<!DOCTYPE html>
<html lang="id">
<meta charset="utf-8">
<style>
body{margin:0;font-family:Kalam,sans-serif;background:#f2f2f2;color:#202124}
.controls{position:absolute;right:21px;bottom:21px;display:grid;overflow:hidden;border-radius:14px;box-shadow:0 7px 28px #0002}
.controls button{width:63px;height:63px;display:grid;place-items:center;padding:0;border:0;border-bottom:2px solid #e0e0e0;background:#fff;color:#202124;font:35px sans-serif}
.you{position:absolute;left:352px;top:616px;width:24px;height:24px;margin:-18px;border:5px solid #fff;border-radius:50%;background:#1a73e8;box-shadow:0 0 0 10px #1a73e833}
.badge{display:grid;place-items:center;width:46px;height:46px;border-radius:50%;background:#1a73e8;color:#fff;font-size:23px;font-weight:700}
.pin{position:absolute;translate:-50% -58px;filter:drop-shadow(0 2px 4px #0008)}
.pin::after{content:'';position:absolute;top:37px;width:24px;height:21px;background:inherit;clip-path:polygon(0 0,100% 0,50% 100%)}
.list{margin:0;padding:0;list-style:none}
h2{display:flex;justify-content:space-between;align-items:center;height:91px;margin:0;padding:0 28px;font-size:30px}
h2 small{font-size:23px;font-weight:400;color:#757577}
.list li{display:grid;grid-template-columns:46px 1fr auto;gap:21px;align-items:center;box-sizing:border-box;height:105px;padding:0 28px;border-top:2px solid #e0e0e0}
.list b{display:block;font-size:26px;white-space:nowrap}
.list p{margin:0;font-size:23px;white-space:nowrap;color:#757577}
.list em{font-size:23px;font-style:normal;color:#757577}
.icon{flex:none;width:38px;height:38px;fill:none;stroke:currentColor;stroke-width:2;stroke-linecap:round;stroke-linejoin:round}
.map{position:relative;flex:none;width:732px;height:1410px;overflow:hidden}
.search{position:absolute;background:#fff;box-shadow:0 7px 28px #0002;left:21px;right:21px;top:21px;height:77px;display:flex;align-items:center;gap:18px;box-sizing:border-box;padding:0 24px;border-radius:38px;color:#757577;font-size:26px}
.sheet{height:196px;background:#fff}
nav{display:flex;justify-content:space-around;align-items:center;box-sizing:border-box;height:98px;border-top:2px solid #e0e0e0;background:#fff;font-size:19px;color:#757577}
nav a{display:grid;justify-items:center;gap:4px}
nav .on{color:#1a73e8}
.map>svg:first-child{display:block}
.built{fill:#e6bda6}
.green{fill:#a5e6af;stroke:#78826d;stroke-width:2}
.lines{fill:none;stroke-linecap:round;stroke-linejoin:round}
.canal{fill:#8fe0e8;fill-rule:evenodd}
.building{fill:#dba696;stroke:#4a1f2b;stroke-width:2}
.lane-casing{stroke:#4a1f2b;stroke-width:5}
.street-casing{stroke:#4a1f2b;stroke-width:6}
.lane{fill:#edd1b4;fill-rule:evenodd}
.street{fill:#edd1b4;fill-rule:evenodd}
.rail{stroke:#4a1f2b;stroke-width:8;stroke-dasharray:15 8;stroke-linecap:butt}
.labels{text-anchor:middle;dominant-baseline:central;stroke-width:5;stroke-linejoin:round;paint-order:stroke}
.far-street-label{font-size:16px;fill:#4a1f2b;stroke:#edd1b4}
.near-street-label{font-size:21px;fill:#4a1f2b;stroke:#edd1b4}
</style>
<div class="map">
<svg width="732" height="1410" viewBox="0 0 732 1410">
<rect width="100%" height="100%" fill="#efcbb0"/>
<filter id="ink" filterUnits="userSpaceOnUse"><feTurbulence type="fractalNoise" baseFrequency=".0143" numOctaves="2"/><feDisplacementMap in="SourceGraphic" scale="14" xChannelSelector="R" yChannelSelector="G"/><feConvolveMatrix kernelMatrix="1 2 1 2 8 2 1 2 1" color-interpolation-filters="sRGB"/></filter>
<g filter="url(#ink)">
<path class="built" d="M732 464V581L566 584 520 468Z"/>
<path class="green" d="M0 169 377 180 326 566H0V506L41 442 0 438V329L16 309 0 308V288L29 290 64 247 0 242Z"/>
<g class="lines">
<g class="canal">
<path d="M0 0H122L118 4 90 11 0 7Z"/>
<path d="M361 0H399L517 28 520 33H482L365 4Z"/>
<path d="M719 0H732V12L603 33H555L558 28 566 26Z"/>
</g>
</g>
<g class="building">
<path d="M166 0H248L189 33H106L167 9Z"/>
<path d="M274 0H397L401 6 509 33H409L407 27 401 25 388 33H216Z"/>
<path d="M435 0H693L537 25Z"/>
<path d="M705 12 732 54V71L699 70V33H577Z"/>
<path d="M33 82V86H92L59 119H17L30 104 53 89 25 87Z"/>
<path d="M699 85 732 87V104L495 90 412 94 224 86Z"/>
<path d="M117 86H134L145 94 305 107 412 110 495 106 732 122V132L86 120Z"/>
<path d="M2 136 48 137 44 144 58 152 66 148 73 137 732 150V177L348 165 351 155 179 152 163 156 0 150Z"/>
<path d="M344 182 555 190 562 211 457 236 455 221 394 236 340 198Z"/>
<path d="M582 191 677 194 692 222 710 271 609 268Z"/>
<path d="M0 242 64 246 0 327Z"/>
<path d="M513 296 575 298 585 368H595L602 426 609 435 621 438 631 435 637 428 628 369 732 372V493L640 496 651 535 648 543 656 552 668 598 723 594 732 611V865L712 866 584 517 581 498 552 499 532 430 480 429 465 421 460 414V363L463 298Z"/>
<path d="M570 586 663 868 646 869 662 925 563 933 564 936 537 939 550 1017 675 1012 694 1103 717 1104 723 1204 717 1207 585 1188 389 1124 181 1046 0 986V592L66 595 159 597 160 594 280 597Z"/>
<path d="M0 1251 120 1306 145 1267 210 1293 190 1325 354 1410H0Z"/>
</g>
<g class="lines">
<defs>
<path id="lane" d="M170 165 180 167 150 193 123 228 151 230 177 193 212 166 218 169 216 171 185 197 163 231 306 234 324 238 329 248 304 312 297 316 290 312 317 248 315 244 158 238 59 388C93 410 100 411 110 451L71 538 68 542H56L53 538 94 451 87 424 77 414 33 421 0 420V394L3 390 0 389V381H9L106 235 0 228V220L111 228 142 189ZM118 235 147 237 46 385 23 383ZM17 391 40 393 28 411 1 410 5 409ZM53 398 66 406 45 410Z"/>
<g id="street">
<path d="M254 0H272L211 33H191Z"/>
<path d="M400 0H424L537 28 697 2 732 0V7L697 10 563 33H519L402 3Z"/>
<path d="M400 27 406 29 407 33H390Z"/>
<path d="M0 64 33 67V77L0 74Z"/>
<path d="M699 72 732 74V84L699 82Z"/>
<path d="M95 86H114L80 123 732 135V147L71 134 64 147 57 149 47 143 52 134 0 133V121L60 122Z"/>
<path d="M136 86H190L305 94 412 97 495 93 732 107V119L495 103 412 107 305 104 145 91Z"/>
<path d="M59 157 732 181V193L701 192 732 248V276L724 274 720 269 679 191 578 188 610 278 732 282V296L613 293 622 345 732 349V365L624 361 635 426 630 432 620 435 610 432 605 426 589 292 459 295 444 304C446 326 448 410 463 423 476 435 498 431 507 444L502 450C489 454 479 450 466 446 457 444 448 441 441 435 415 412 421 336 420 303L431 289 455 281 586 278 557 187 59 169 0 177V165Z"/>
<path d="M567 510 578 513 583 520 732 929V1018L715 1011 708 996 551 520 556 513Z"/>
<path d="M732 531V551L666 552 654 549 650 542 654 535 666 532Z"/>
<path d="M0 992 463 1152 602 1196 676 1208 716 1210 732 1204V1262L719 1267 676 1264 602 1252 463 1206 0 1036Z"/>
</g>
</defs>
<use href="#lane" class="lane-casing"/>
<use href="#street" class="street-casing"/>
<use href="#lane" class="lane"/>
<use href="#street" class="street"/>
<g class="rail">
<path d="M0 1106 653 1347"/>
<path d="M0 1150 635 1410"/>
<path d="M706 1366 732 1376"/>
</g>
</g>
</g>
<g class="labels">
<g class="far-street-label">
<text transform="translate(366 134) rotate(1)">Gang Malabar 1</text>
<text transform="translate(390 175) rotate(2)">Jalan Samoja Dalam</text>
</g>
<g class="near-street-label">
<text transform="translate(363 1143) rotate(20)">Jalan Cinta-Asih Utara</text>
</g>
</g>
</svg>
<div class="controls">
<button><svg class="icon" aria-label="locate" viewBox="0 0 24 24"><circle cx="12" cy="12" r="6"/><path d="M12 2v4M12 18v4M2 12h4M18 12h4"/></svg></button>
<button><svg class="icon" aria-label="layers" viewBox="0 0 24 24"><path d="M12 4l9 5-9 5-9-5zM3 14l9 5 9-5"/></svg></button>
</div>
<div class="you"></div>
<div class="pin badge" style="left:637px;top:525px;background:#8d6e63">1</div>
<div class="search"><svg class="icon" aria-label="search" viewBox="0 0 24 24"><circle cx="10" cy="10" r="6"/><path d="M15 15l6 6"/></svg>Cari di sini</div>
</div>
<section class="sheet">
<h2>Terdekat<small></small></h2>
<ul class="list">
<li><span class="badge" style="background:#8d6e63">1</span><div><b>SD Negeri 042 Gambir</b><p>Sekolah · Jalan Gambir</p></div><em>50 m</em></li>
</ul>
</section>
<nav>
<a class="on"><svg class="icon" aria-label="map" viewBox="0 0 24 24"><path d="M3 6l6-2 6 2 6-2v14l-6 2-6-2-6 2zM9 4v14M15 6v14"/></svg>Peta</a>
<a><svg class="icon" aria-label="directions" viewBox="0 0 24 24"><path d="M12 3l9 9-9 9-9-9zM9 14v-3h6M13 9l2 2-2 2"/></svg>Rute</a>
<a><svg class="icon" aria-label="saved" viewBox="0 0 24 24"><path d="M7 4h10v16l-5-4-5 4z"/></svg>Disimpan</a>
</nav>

Work instruction: Which lines of the entries above contain the word "grid"? Copy each of them.

Output below:
.controls{position:absolute;right:21px;bottom:21px;display:grid;overflow:hidden;border-radius:14px;box-shadow:0 7px 28px #0002}
.controls button{width:63px;height:63px;display:grid;place-items:center;padding:0;border:0;border-bottom:2px solid #e0e0e0;background:#fff;color:#202124;font:35px sans-serif}
.badge{display:grid;place-items:center;width:46px;height:46px;border-radius:50%;background:#1a73e8;color:#fff;font-size:23px;font-weight:700}
.list li{display:grid;grid-template-columns:46px 1fr auto;gap:21px;align-items:center;box-sizing:border-box;height:105px;padding:0 28px;border-top:2px solid #e0e0e0}
nav a{display:grid;justify-items:center;gap:4px}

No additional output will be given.